### [INPUT MATERIAL]
%%

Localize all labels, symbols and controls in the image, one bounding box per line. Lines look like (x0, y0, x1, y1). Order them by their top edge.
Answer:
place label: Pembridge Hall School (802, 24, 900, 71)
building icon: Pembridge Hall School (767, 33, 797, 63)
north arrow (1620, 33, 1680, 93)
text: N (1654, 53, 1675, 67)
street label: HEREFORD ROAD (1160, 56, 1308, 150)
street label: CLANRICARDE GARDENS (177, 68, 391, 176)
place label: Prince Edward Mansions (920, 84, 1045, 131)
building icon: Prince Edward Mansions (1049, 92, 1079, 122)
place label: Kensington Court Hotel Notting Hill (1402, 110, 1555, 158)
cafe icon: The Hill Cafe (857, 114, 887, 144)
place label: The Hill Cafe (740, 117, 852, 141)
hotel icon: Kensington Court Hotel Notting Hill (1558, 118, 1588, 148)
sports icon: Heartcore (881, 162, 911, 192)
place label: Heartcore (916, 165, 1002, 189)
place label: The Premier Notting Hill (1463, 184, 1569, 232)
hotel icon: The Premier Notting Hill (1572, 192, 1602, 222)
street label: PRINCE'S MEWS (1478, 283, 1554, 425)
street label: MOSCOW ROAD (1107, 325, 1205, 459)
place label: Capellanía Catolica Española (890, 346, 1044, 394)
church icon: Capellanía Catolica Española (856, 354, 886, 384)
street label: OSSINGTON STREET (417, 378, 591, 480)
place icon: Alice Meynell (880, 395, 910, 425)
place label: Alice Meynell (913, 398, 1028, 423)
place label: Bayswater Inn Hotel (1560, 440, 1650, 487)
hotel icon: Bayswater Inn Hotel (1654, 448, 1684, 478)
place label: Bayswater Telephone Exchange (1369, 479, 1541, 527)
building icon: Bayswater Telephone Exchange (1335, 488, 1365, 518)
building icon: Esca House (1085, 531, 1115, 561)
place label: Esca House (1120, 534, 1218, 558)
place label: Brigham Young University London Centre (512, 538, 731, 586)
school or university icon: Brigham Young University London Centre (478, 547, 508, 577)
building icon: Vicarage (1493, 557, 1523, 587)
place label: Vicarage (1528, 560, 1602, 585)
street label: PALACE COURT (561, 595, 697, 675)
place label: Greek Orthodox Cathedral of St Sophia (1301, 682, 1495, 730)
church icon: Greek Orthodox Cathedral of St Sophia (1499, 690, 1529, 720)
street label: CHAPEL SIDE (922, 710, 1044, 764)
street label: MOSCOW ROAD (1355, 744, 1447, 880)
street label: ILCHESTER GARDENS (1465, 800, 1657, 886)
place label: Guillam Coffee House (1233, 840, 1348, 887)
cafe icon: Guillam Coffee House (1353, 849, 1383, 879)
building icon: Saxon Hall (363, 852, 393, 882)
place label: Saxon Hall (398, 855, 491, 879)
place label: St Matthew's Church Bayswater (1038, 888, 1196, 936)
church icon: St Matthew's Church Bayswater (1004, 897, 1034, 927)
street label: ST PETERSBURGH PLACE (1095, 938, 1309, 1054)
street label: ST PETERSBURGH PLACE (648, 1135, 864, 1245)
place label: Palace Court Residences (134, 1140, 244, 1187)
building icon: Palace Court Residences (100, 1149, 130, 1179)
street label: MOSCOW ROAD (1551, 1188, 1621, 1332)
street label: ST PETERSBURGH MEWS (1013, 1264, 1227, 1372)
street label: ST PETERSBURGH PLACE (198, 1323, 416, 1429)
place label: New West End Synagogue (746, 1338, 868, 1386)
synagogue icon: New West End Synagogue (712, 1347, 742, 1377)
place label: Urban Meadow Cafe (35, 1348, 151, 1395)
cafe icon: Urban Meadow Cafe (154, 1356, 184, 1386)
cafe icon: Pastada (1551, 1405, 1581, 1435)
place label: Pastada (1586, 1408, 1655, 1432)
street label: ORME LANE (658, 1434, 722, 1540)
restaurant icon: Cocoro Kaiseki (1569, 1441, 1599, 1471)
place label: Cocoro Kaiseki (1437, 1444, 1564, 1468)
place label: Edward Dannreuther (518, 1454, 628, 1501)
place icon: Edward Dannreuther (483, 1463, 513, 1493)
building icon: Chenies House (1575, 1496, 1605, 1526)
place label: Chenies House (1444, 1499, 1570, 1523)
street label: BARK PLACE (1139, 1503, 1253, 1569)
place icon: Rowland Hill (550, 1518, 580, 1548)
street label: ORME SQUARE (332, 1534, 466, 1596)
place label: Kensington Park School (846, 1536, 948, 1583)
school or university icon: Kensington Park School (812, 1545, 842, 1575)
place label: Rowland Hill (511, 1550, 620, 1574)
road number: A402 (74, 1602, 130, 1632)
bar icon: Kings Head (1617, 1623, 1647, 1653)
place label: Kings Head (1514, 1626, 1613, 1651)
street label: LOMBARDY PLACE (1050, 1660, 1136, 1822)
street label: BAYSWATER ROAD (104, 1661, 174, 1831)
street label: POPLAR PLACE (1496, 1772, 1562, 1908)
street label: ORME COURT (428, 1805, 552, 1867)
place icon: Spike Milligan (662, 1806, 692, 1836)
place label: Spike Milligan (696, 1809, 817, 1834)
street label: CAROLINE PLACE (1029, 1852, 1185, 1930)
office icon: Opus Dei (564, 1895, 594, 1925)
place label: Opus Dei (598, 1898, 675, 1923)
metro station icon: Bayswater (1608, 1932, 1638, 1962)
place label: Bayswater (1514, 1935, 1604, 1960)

%%

### [WHAT THE EXERCISE ASKS]
Would you please repeat all the entries exactly as written?

### [REPLY]
Localize all labels, symbols and controls in the image, one bounding box per line. Lines look like (x0, y0, x1, y1). Order them by their top edge.
Answer:
place label: Pembridge Hall School (802, 24, 900, 71)
building icon: Pembridge Hall School (767, 33, 797, 63)
north arrow (1620, 33, 1680, 93)
text: N (1654, 53, 1675, 67)
street label: HEREFORD ROAD (1160, 56, 1308, 150)
street label: CLANRICARDE GARDENS (177, 68, 391, 176)
place label: Prince Edward Mansions (920, 84, 1045, 131)
building icon: Prince Edward Mansions (1049, 92, 1079, 122)
place label: Kensington Court Hotel Notting Hill (1402, 110, 1555, 158)
cafe icon: The Hill Cafe (857, 114, 887, 144)
place label: The Hill Cafe (740, 117, 852, 141)
hotel icon: Kensington Court Hotel Notting Hill (1558, 118, 1588, 148)
sports icon: Heartcore (881, 162, 911, 192)
place label: Heartcore (916, 165, 1002, 189)
place label: The Premier Notting Hill (1463, 184, 1569, 232)
hotel icon: The Premier Notting Hill (1572, 192, 1602, 222)
street label: PRINCE'S MEWS (1478, 283, 1554, 425)
street label: MOSCOW ROAD (1107, 325, 1205, 459)
place label: Capellanía Catolica Española (890, 346, 1044, 394)
church icon: Capellanía Catolica Española (856, 354, 886, 384)
street label: OSSINGTON STREET (417, 378, 591, 480)
place icon: Alice Meynell (880, 395, 910, 425)
place label: Alice Meynell (913, 398, 1028, 423)
place label: Bayswater Inn Hotel (1560, 440, 1650, 487)
hotel icon: Bayswater Inn Hotel (1654, 448, 1684, 478)
place label: Bayswater Telephone Exchange (1369, 479, 1541, 527)
building icon: Bayswater Telephone Exchange (1335, 488, 1365, 518)
building icon: Esca House (1085, 531, 1115, 561)
place label: Esca House (1120, 534, 1218, 558)
place label: Brigham Young University London Centre (512, 538, 731, 586)
school or university icon: Brigham Young University London Centre (478, 547, 508, 577)
building icon: Vicarage (1493, 557, 1523, 587)
place label: Vicarage (1528, 560, 1602, 585)
street label: PALACE COURT (561, 595, 697, 675)
place label: Greek Orthodox Cathedral of St Sophia (1301, 682, 1495, 730)
church icon: Greek Orthodox Cathedral of St Sophia (1499, 690, 1529, 720)
street label: CHAPEL SIDE (922, 710, 1044, 764)
street label: MOSCOW ROAD (1355, 744, 1447, 880)
street label: ILCHESTER GARDENS (1465, 800, 1657, 886)
place label: Guillam Coffee House (1233, 840, 1348, 887)
cafe icon: Guillam Coffee House (1353, 849, 1383, 879)
building icon: Saxon Hall (363, 852, 393, 882)
place label: Saxon Hall (398, 855, 491, 879)
place label: St Matthew's Church Bayswater (1038, 888, 1196, 936)
church icon: St Matthew's Church Bayswater (1004, 897, 1034, 927)
street label: ST PETERSBURGH PLACE (1095, 938, 1309, 1054)
street label: ST PETERSBURGH PLACE (648, 1135, 864, 1245)
place label: Palace Court Residences (134, 1140, 244, 1187)
building icon: Palace Court Residences (100, 1149, 130, 1179)
street label: MOSCOW ROAD (1551, 1188, 1621, 1332)
street label: ST PETERSBURGH MEWS (1013, 1264, 1227, 1372)
street label: ST PETERSBURGH PLACE (198, 1323, 416, 1429)
place label: New West End Synagogue (746, 1338, 868, 1386)
synagogue icon: New West End Synagogue (712, 1347, 742, 1377)
place label: Urban Meadow Cafe (35, 1348, 151, 1395)
cafe icon: Urban Meadow Cafe (154, 1356, 184, 1386)
cafe icon: Pastada (1551, 1405, 1581, 1435)
place label: Pastada (1586, 1408, 1655, 1432)
street label: ORME LANE (658, 1434, 722, 1540)
restaurant icon: Cocoro Kaiseki (1569, 1441, 1599, 1471)
place label: Cocoro Kaiseki (1437, 1444, 1564, 1468)
place label: Edward Dannreuther (518, 1454, 628, 1501)
place icon: Edward Dannreuther (483, 1463, 513, 1493)
building icon: Chenies House (1575, 1496, 1605, 1526)
place label: Chenies House (1444, 1499, 1570, 1523)
street label: BARK PLACE (1139, 1503, 1253, 1569)
place icon: Rowland Hill (550, 1518, 580, 1548)
street label: ORME SQUARE (332, 1534, 466, 1596)
place label: Kensington Park School (846, 1536, 948, 1583)
school or university icon: Kensington Park School (812, 1545, 842, 1575)
place label: Rowland Hill (511, 1550, 620, 1574)
road number: A402 (74, 1602, 130, 1632)
bar icon: Kings Head (1617, 1623, 1647, 1653)
place label: Kings Head (1514, 1626, 1613, 1651)
street label: LOMBARDY PLACE (1050, 1660, 1136, 1822)
street label: BAYSWATER ROAD (104, 1661, 174, 1831)
street label: POPLAR PLACE (1496, 1772, 1562, 1908)
street label: ORME COURT (428, 1805, 552, 1867)
place icon: Spike Milligan (662, 1806, 692, 1836)
place label: Spike Milligan (696, 1809, 817, 1834)
street label: CAROLINE PLACE (1029, 1852, 1185, 1930)
office icon: Opus Dei (564, 1895, 594, 1925)
place label: Opus Dei (598, 1898, 675, 1923)
metro station icon: Bayswater (1608, 1932, 1638, 1962)
place label: Bayswater (1514, 1935, 1604, 1960)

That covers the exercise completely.